Seperti yang disebutkan oleh Palmer (2005), Sumaryono (1999), dan Rahardjo (2007), terdapat beberapa tokoh yang berperan besar dalam perkembangan hermeneutika, di antaranya:

1. Friedrich Ernest Daniel Schleiermacher (1768 -1834)

Ia adalah tokoh hermeneutika romantisis yang memperluas pemahaman hermeneutika dari sekadar kajian teologi (teks bible) menjadi metode memahami dalam pengertian filsafat.

Menurut perspektifnya, dalam upaya memahami wacana ada unsur penafsir, teks, maksud pengarang, konteks historis, dan konteks kultural.

2. Wilhelm Dilthey (1833 -1911)

Ia adalah tokoh hermeneutika metodis, yang berpendapat bahwasanya proses pemahaman berawal dari pengalaman, yang kemudian mengekspresikannya.

Pengalaman hidup manusia merupakan sebuah neksus struktural yang mempertahankan masa lalu sebagai sebuah kehadiran masa kini.

3. Edmund Husserl (1889 -1938)

Ia adalah tokoh hermeneutika fenomenologis, menyebutkan bahwasanya proses pemahaman yang benar harus mampu membebaskan diri dari prasangka, dengan membiarkan teks berbicara sendiri.

Oleh sebab itu, menerjemahkan suatu teks berarti secara metodologis mengisolasikan teks dari hal apapun yang tidak ada hubungannya, termasuk bias-bias subjek penafsir dan membiarkannya mengomunikasikan maknanya sendiri pada subjek.

4. Martin Heidegger (1889 -1976)

Ia adalah tokoh hermeneutika dialektis, yang menjelaskan mengenai pemahaman sebagai sesuatu yang muncul dan sudah ada mendahului kognisi.

Oleh karena itu, penafsiran atau pembacaan selalu merupakan pembacaan ulang atau penafsiran ulang.

5. Hans-Georg Gadamer (1900 -2002)

Ia adalah tokoh hermeneutika dialogis yang baginya pemahaman itu benar yakni pemahaman yang mengarah pada tingkat ontologis, bukan metodologis.
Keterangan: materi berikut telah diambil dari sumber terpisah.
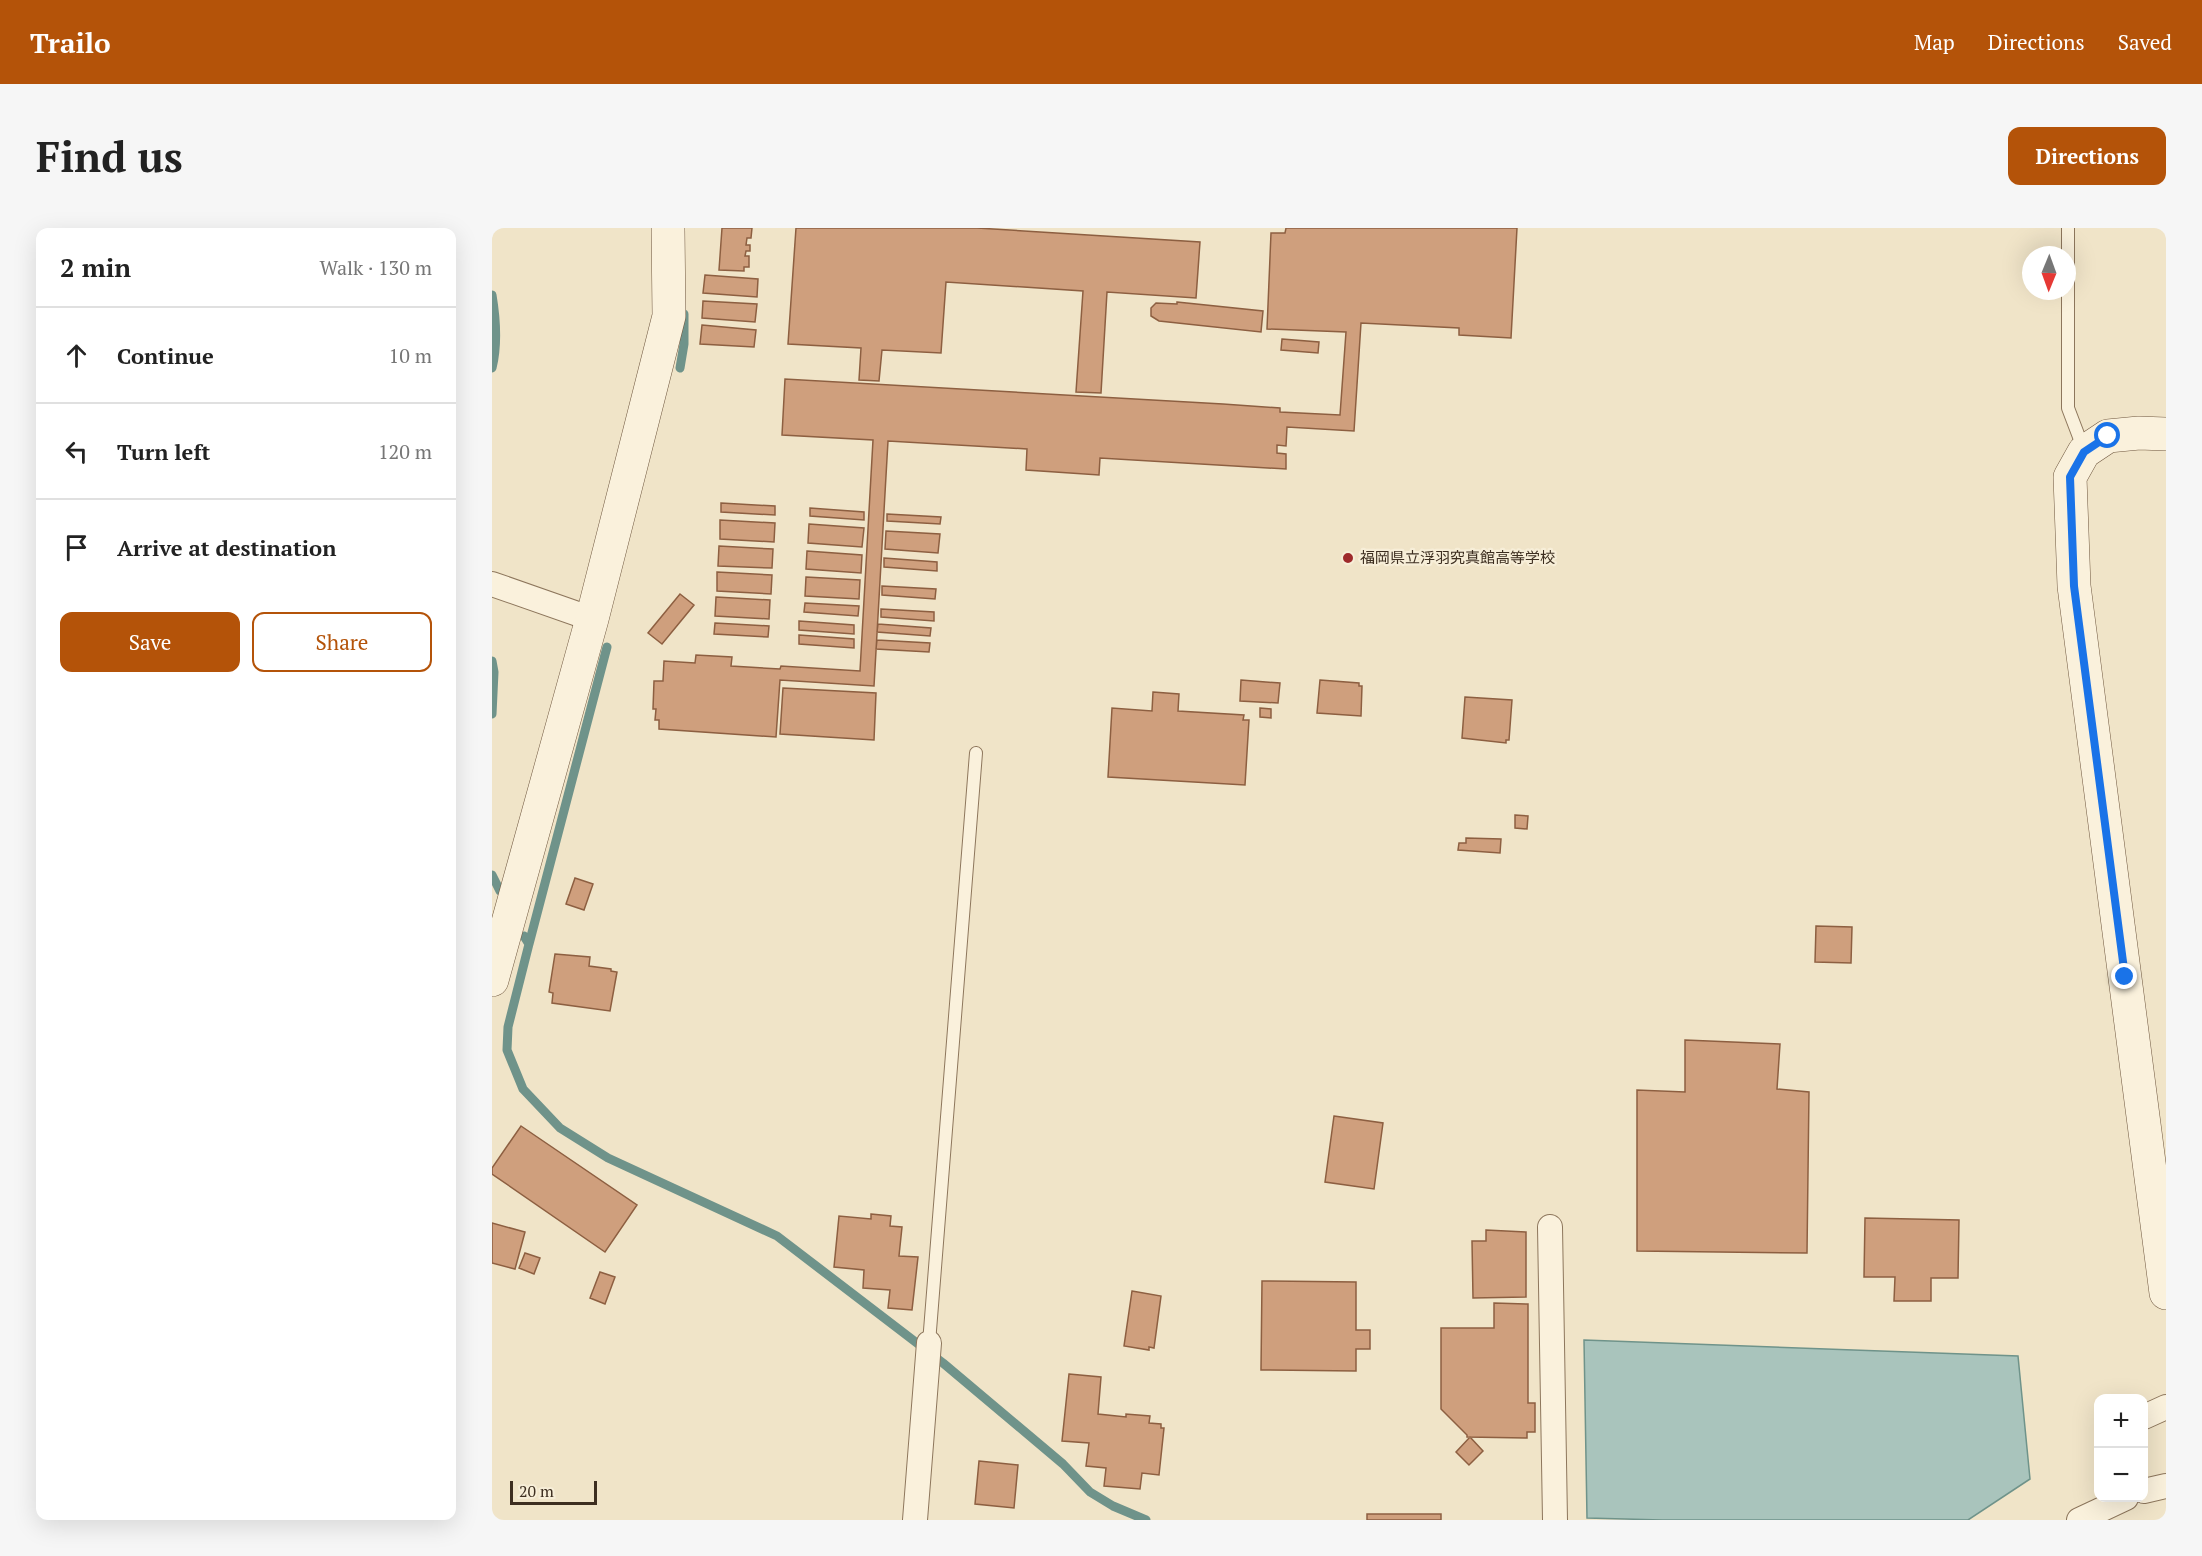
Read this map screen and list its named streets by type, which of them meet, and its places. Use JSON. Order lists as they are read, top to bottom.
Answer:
{
  "places": ["福岡県立浮羽究真館高等学校"],
  "scale_bar": "20 m",
  "north": "bottom",
  "page": {
    "header": "Trailo",
    "nav": ["Map", "Directions", "Saved"],
    "buttons": [
      "Directions",
      ["Save", "Share"]
    ],
    "title": "Find us",
    "heading": ["2 min", "Walk · 130 m"],
    "list": [
      ["Continue", "10 m"],
      ["Turn left", "120 m"],
      "Arrive at destination"
    ],
    "map_buttons": ["+", "−"],
    "scale": "20 m"
  }
}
Artinya, kebenaran bisa dicapai bukan melalui metode, namun melalui dialektika dengan mengajukan banyak pertanyaan. Maka dari itu, bahasa menjadi medium sangat penting bagi terjadinya dialog.

6. Jurgen Habermas (1929)

Ia adalah tokoh hermeneutika kritis yang menyebutkan bahwasanya pemahaman didahului oleh kepentingan. Yang menentukan horison pemahaman ialah kepentingan sosial yang melibatkan kepentingan kekuasaan interpreter.

Dan tiap-tiap bentuk penafsiran dipastikan ada bias dan unsur kepentingan politik, ekonomi, sosial, suku, dan gender.

7. Paul Ricoeur (1913)

Ia membedakan interpretasi percakapan dan teks tertulis. Makna tidak hanya diambil dari pandangan hidup pengarang, namun juga dari pengertian pandangan hidup pembacanya.

8. Jacques Derrida (1930)

Ia merupakan tokoh hermeneutika dekonstruksionis, yang mengingatkan bahwasanya dalam setiap upaya menemukan makna, pasti senantiasa menyelipkan tuntutan untuk upaya membangun relasi sederhana antara petanda dan penanda.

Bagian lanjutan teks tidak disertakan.